Now the dust is settling after the General Election, the British Furniture Confederation (BFC) is bracing itself to work with the newly formed Government on behalf of the furniture and furnishing sector. Jonathan Hindle, chairman of the BFC says:
“In the run up to the election, the BFC published an analysis of each of the Party Manifestos and compared them to our Furniture Industry Manifesto, which was issued late last year. Coupled with this was our response to the Industrial Strategy Green Paper, published last April. Both documents sought to inform politicians by identifying the challenges facing the industry in the short-to-medium term. They pinpointed areas where the Government can work with the sector to overcome these challenges.
“A recurring concern for the furniture & furnishing industry is the issue of foreign workers. The industry faces a shortage of skills across many disciplines, but particularly in manufacture. The sector currently relies heavily on foreign workers for these skills. Whilst there is a clear need for a renewed focus on upskilling the UK workforce, the threat of a sudden drain of resources following Brexit would seriously hinder the industry. Efforts are being made to ramp-up resources for training and development through revived Trailblazer apprenticeships and training schemes. However, these need to be more comprehensive if they are to become effective within Brexit time-frames.

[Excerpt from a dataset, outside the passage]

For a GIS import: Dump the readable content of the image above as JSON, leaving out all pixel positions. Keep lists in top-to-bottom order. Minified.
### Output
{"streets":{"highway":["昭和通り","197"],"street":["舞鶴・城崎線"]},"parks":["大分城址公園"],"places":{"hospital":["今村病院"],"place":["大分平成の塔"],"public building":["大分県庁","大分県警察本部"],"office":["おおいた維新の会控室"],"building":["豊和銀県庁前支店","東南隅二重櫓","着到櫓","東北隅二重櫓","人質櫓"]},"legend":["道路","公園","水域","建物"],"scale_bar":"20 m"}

“The weak currency continues to create cost pressures and potential inflationary price outcomes. The industry relies on significant proportions of imported components and materials in our manufacturing processes.
“I am no fan of the waste and unaccountability which prevails in Brussels, and it would be difficult to surmise that the recent Election outcome was a result of a vote against Brexit. However, it possibly indicates a vote against what people understood by a ‘hard’ Brexit versus a more business friendly ‘soft’ Brexit. I do not mean that we should compromise on a strong negotiating stance in the pursuit of genuine trading benefits, yet we must not ‘cut our nose off to spite our face’.

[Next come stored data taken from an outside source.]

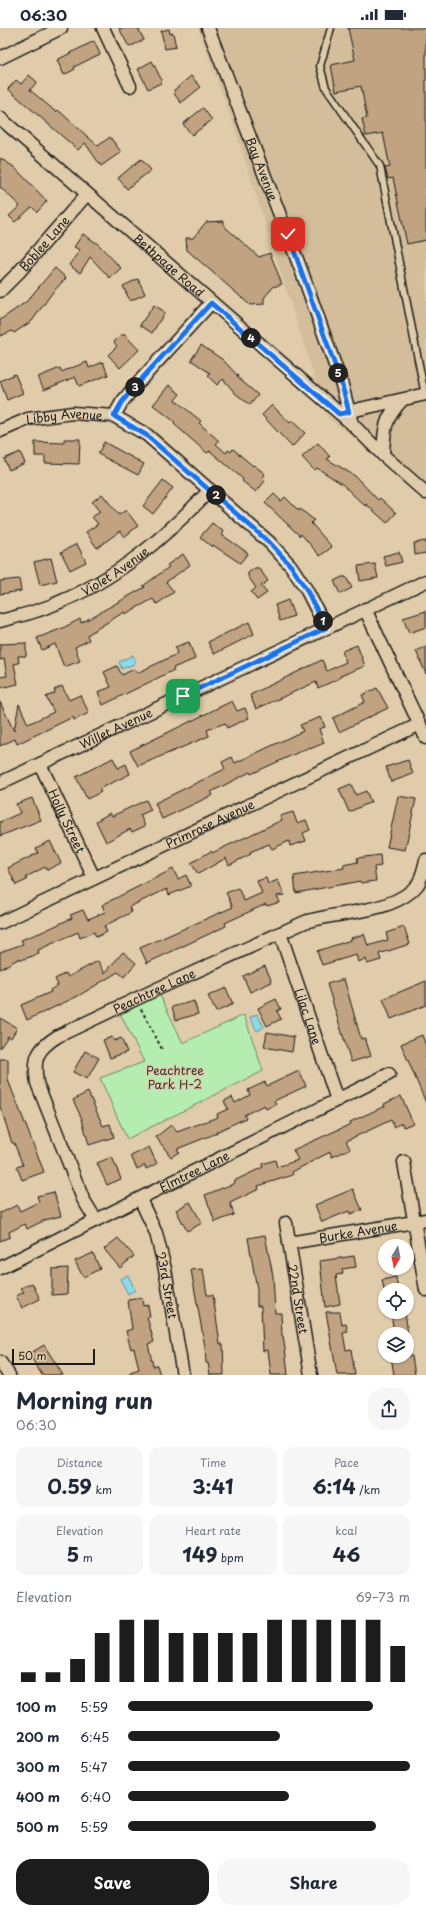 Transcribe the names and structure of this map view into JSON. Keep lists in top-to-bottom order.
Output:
{
  "streets": {
    "street": [
      "Bay Avenue",
      "Boblee Lane",
      "Bethpage Road",
      "Libby Avenue",
      "Violet Avenue",
      "Willet Avenue",
      "Holly Street",
      "Primrose Avenue",
      "Peachtree Lane",
      "Lilac Lane",
      "Elmtree Lane",
      "Burke Avenue",
      "23rd Street",
      "22nd Street"
    ]
  },
  "crossings": [
    ["Bay Avenue", "Bethpage Road"],
    ["Boblee Lane", "Bethpage Road"],
    ["Libby Avenue", "Violet Avenue"],
    ["Libby Avenue", "Willet Avenue"],
    ["Willet Avenue", "Holly Street"],
    ["Holly Street", "Primrose Avenue"],
    ["Peachtree Lane", "Lilac Lane"],
    ["Peachtree Lane", "Elmtree Lane"],
    ["Lilac Lane", "Elmtree Lane"],
    ["Elmtree Lane", "23rd Street"],
    ["Burke Avenue", "22nd Street"]
  ],
  "parks": ["Peachtree Park H-2"],
  "scale_bar": "50 m",
  "north": "bottom",
  "page": {
    "status": "06:30",
    "pins": [
      "4",
      "5",
      "3",
      "2",
      "1"
    ],
    "scale": "50 m",
    "heading": ["Morning run", "06:30"],
    "stats": [
      ["Distance", "0.59 km"],
      ["Time", "3:41"],
      ["Pace", "6:14 /km"],
      ["Elevation", "5 m"],
      ["Heart rate", "149 bpm"],
      ["kcal", "46"]
    ],
    "chart": ["Elevation", "69–73 m"],
    "list": [
      {
        "name": "100 m",
        "note": "5:59"
      },
      {
        "name": "200 m",
        "note": "6:45"
      },
      {
        "name": "300 m",
        "note": "5:47"
      },
      {
        "name": "400 m",
        "note": "6:40"
      },
      {
        "name": "500 m",
        "note": "5:59"
      }
    ],
    "buttons": ["Save", "Share"]
  }
} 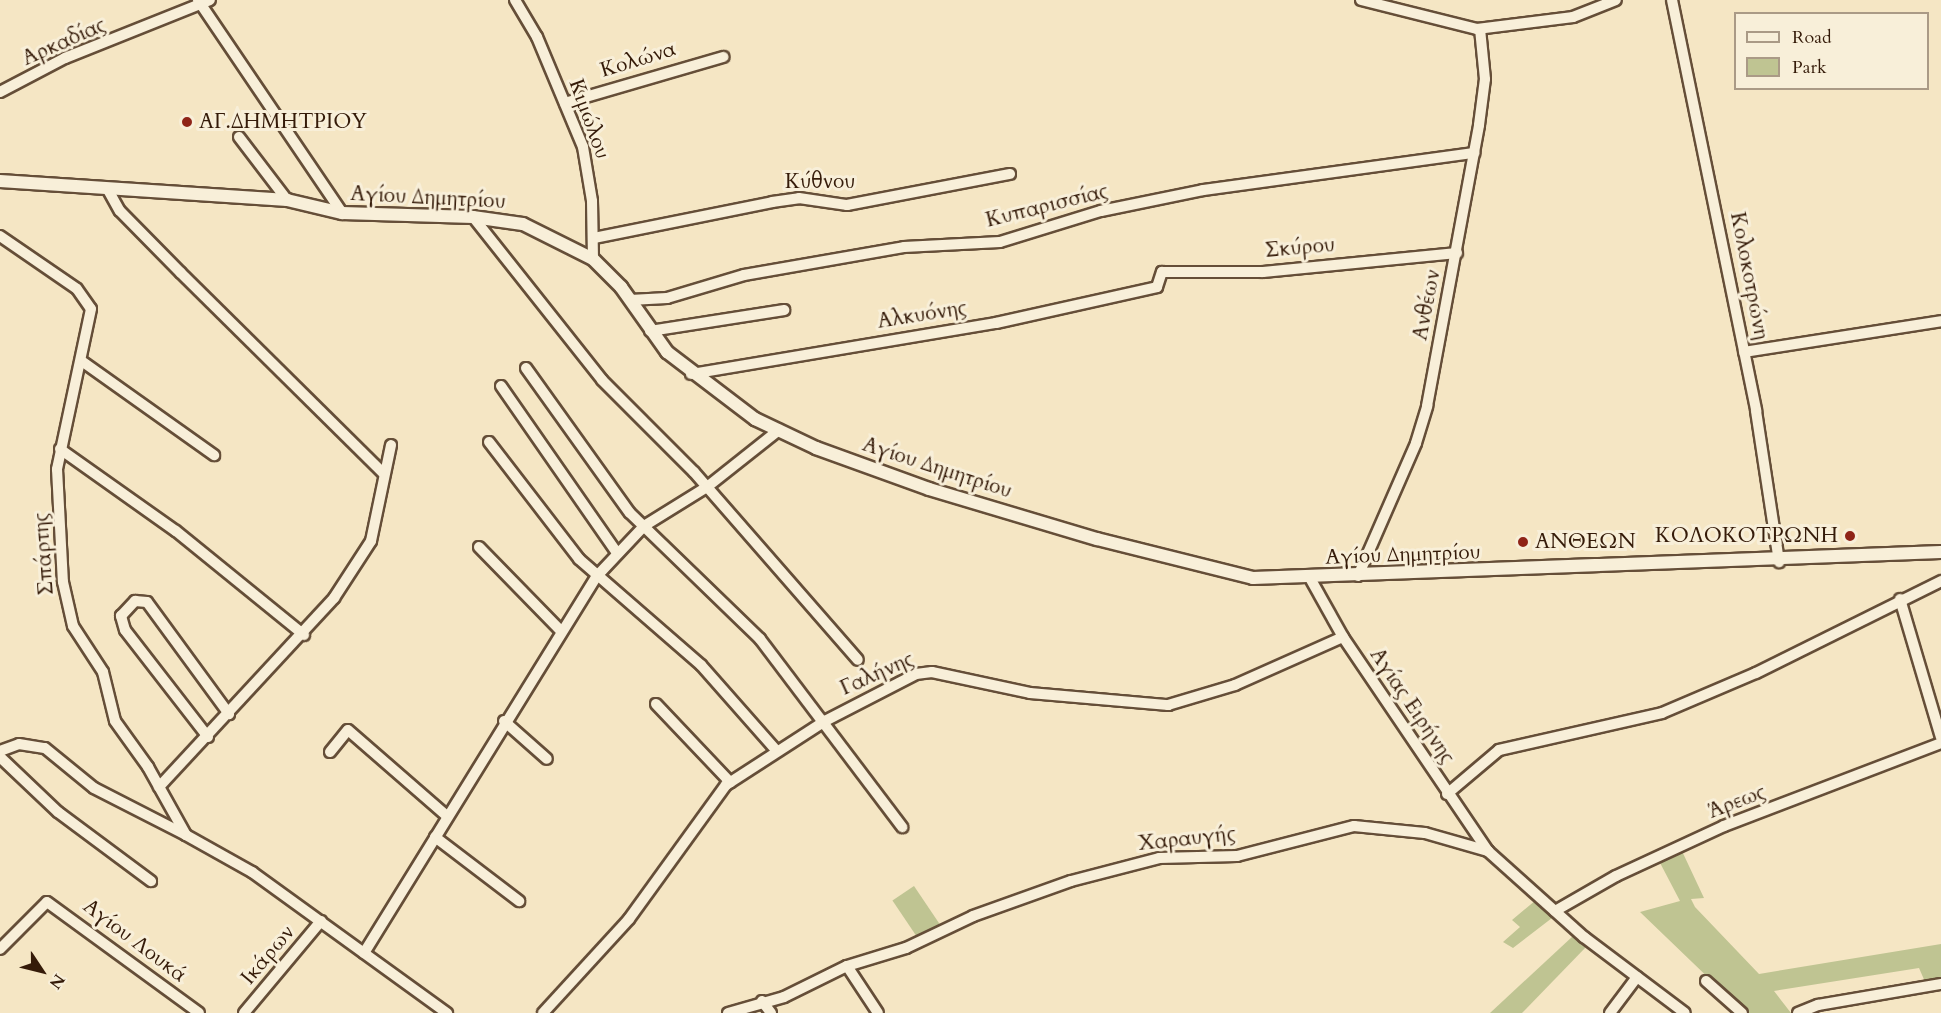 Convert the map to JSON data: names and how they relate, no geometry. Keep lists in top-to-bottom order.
{
  "streets": {
    "street": [
      "Αρκαδίας",
      "Κολώνα",
      "Κιμώλου",
      "Κύθνου",
      "Αγίου Δημητρίου",
      "Κυπαρισσίας",
      "Σκύρου",
      "Κολοκοτρώνη",
      "Ανθέων",
      "Αλκυόνης",
      "Σπάρτης",
      "Γαλήνης",
      "Αγίας Ειρήνης",
      "Άρεως",
      "Χαραυγής",
      "Αγίου Λουκά",
      "Ικάρων"
    ]
  },
  "crossings": [
    ["Κολώνα", "Κιμώλου"],
    ["Κιμώλου", "Κύθνου"],
    ["Κιμώλου", "Αγίου Δημητρίου"],
    ["Αγίου Δημητρίου", "Κυπαρισσίας"],
    ["Αγίου Δημητρίου", "Κολοκοτρώνη"],
    ["Αγίου Δημητρίου", "Ανθέων"],
    ["Αγίου Δημητρίου", "Αλκυόνης"],
    ["Αγίου Δημητρίου", "Αγίας Ειρήνης"],
    ["Κυπαρισσίας", "Ανθέων"],
    ["Σκύρου", "Ανθέων"],
    ["Σκύρου", "Αλκυόνης"],
    ["Γαλήνης", "Αγίας Ειρήνης"],
    ["Αγίας Ειρήνης", "Χαραυγής"],
    ["Άρεως", "Χαραυγής"]
  ],
  "places": ["ΑΓ.ΔΗΜΗΤΡΙΟΥ", "ΚΟΛΟΚΟΤΡΩΝΗ", "ΑΝΘΕΩΝ"],
  "legend": ["Road", "Park"],
  "north": "bottom right"
}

“Encouragingly, as a result of the Brexit vote, our Industry is growing its exports and looking for fresh markets outside the EU. While this can only be a good thing, our ability to continue to trade with our current largest market should remain a priority. Nobody is suggesting this should be negotiated at any cost. The weak fall-back position to a WTO tariff must surely encourage both sides to reach a sensible accommodation. We are, after all, a significant net importer with a thumping great trade deficit to prove it! I am hopeful that a more business-friendly team in Government will begin to support our design-led manufacturing industries correctly as we enter the era of Industry 4:0.
“The BFC looks forward to working with MPs and Peers across the House to ensure the views of the British furniture industry is fully represented in Parliament in the years to come. “
- The British Furniture Confederation (BFC) maintains regular dialogue with Government and other influential stakeholders to ensure that all policies and initiatives support a thriving furniture, furnishings and bed sector. Many of its activities are done in partnership with the All Party Parliamentary Furniture Industry Group (APPFIG), chaired by Stephen McPartland MP.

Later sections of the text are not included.